NAME

    Pod::Simple::Words - Parse words and locations from a POD document

VERSION

    version 0.07

SYNOPSIS

     use Pod::Simple::Words;
     
     my $parser = Pod::Simple::Words->new;
     
     $parser->callback(sub {
       my($type, $filename, $line, $input) = @_;
     
       if($type eq 'word')
       {
         # $input is human language word
       }
       elsif($type eq 'stopword')
       {
         # $input is a stopword in tech speak
       }
       elsif($type eq 'module')
       {
         # $input is CPAN moudle (eg FFI::Platypus)
       }
       elsif($type eq 'url_link')
       {
         # $input   is the URL
       }
       elsif($type eq 'pod_link')
       {
         my($podname, $section) = @$input;
         # $podname is the POD document (undef for current)
         # $section is the section      (can be undef)
       }
       elsif($type eq 'man_link')
       {
         my($manname, $section) = @$input;
         # $manname is the MAN document
         # $section is the section      (can be undef)
       }
       elsif($type eq 'section')
       {
         # $input is the name of a documentation section
       }
       elsif($type eq 'error')
       {
         # $input is a POD error
       }
     });
     
     $parser->parse_file('lib/Foo.pm');

DESCRIPTION

    This Pod::Simple parser extracts words from POD, with location
    information. Some other event types are supported for convenience. The
    intention is to feed this into a spell checker. Note:

    stopwords

      This module recognizes inlined stopwords. These are words that
      shouldn't be considered misspelled for the POD document.
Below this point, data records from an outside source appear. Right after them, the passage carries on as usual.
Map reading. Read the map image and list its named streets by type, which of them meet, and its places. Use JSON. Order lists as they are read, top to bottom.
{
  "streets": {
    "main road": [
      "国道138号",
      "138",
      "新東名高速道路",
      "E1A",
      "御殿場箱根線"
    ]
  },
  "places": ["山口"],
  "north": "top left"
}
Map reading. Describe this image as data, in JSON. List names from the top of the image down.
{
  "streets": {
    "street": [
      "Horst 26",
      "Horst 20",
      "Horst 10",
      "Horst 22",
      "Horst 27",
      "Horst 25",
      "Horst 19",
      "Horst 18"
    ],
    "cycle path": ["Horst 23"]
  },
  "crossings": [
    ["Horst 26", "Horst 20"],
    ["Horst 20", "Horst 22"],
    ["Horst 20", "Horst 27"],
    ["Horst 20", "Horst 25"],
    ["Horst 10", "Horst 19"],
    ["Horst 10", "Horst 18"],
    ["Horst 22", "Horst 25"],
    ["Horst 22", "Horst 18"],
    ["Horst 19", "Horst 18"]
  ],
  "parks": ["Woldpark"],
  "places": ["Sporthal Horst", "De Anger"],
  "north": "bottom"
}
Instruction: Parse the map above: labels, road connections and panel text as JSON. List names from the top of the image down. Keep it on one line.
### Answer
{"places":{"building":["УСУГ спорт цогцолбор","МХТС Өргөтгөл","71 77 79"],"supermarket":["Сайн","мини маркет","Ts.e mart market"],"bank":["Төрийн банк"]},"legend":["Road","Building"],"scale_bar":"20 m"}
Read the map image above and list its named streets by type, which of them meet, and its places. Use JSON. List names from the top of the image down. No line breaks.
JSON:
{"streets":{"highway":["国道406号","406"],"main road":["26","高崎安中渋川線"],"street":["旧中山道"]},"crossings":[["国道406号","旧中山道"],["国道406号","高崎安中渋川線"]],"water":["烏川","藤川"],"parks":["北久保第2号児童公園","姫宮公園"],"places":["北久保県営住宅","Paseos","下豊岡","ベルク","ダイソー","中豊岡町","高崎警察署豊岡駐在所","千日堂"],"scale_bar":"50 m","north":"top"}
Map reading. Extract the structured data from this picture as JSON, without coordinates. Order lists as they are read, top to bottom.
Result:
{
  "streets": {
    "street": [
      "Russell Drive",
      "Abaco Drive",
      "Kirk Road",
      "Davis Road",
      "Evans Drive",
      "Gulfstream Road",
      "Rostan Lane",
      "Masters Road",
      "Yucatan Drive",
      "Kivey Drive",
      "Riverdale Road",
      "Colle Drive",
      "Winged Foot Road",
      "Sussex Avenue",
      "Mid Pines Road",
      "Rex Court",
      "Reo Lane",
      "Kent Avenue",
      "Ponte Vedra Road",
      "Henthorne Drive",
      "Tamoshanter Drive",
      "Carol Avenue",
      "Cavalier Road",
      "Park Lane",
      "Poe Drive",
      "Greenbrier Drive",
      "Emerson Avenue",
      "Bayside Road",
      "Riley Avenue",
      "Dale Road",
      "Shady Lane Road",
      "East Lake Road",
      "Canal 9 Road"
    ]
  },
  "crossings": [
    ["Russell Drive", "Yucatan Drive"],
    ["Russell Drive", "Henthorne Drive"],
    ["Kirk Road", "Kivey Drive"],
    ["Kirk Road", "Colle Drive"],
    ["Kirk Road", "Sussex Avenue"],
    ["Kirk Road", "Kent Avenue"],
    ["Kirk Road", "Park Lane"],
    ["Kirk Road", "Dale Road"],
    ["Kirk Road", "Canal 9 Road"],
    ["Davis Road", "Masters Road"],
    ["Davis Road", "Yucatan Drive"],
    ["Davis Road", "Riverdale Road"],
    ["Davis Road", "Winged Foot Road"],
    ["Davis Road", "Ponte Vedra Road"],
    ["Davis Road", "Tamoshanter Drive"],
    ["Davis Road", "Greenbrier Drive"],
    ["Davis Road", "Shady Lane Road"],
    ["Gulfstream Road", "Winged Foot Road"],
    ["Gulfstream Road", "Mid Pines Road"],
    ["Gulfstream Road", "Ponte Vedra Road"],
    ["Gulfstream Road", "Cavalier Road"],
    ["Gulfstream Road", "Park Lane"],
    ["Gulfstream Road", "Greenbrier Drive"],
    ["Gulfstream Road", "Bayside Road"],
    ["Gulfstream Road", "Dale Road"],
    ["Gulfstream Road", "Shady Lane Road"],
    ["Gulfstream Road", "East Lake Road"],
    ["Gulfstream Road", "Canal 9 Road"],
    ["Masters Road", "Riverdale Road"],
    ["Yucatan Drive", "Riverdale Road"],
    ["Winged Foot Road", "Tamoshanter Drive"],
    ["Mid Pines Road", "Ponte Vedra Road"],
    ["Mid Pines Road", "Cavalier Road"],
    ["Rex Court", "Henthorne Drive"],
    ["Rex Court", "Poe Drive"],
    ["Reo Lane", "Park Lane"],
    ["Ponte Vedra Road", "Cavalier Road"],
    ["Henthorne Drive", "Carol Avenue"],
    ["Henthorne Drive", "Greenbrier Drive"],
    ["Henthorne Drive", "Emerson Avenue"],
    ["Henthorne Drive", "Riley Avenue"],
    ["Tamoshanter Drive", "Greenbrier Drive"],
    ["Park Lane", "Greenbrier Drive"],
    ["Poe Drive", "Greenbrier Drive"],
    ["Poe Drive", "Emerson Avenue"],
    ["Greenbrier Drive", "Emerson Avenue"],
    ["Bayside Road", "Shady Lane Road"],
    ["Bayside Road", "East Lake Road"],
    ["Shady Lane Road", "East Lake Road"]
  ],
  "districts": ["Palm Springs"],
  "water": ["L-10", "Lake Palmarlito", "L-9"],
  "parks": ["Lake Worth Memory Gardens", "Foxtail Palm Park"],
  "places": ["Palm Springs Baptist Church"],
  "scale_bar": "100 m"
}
    head1 is normalized to lowercase

      Since the convention is to uppercase =head1 elements in POD, and most
      spell checkers consider this a spelling error, we convert =head1
      elements to lower case.

    comments in verbatim blocks

      Comments are extracted from verbatim blocks and their words are
      included, because misspelled words in the synopsis comments can be
      embarrassing!

    unicode

      Should correctly handle unicode, if the =encoding directive is
      correctly set.

CONSTRUCTOR

 new

     my $parser = Pod::Simple::Words->new;

    This creates an instance of the parser.

PROPERTIES

 callback

     $parser->callback(sub {
       my($type, $filename, $line, $input) = @_;
       ...
     });

    This defines the callback when the specific input items are found.
    Types:

    word

      Regular human language word.

    stopword

      Word that should not be considered misspelled. This is often for
      technical jargon which is spelled correctly but not in the regular
      human language dictionary.

    module

      CPAN Perl module. Of the form Foo::Bar. As a special case Foo::Bar's
      is recognized as the possessive of the Foo::Bar module.

    url_link

      A regular internet URL link.

    pod_link

       my($podname, $section) = @$input;

      A link to another POD document. Usually a module or a script. The
      $podname is the name of the pod document to link to. If this is
      undef, it means that the link is to a section inside the current
      document. The $section is the section of the document to link to. The
      $section will be undef if not linking to a specific section.

    man_link

       my($manname, $section) = @$input;

      A link to a UNIX man page. The $manname is the name of the man page.
      The $section is the section of the man page to link to, which will be
      undef if not linking to a specific section.

    section

      A section inside of the current document which can be linked to
      externally or internally. This is usually the title of a header like
      =head1, =head2, etc.

    error

      An error that was detected during parsing. This allows the spell
      checker to check the correctness of the POD at the same time if it so
      chooses.

    Additional arbitrary types can be added to the splitter class in
    addition to these.

 splitter

     $parser->splitter($splitter);

    The $splitter is an instance of Text::HumanComputerWords, or something
    that implements a split method exactly like it does. It is used to
    split text into human and computer words. The default is reasonable for
    Perl.

METHODS

 skip_sections

     $parser->skip_sections(@sections);

    Skip the given =head1 level sections. Note that words from the section
    header itself will be included, but the content of the section will
    not. This is useful for skipping CONTRIBUTOR or similar sections which
    are usually mostly names and shouldn't be spell checked against a human
    language dictionary.

SEE ALSO

    Pod::Spell

      and other modules do similar parsing of POD for potentially
      misspelled words. At least internally. The usually explicitly exclude
      comments from verbatim blocks, and often split words on the wrong
      boundaries.

AUTHOR

    Graham Ollis <plicease@cpan.org>

COPYRIGHT AND LICENSE

    This software is copyright (c) 2021 by Graham Ollis.

    This is free software; you can redistribute it and/or modify it under
    the same terms as the Perl 5 programming language system itself.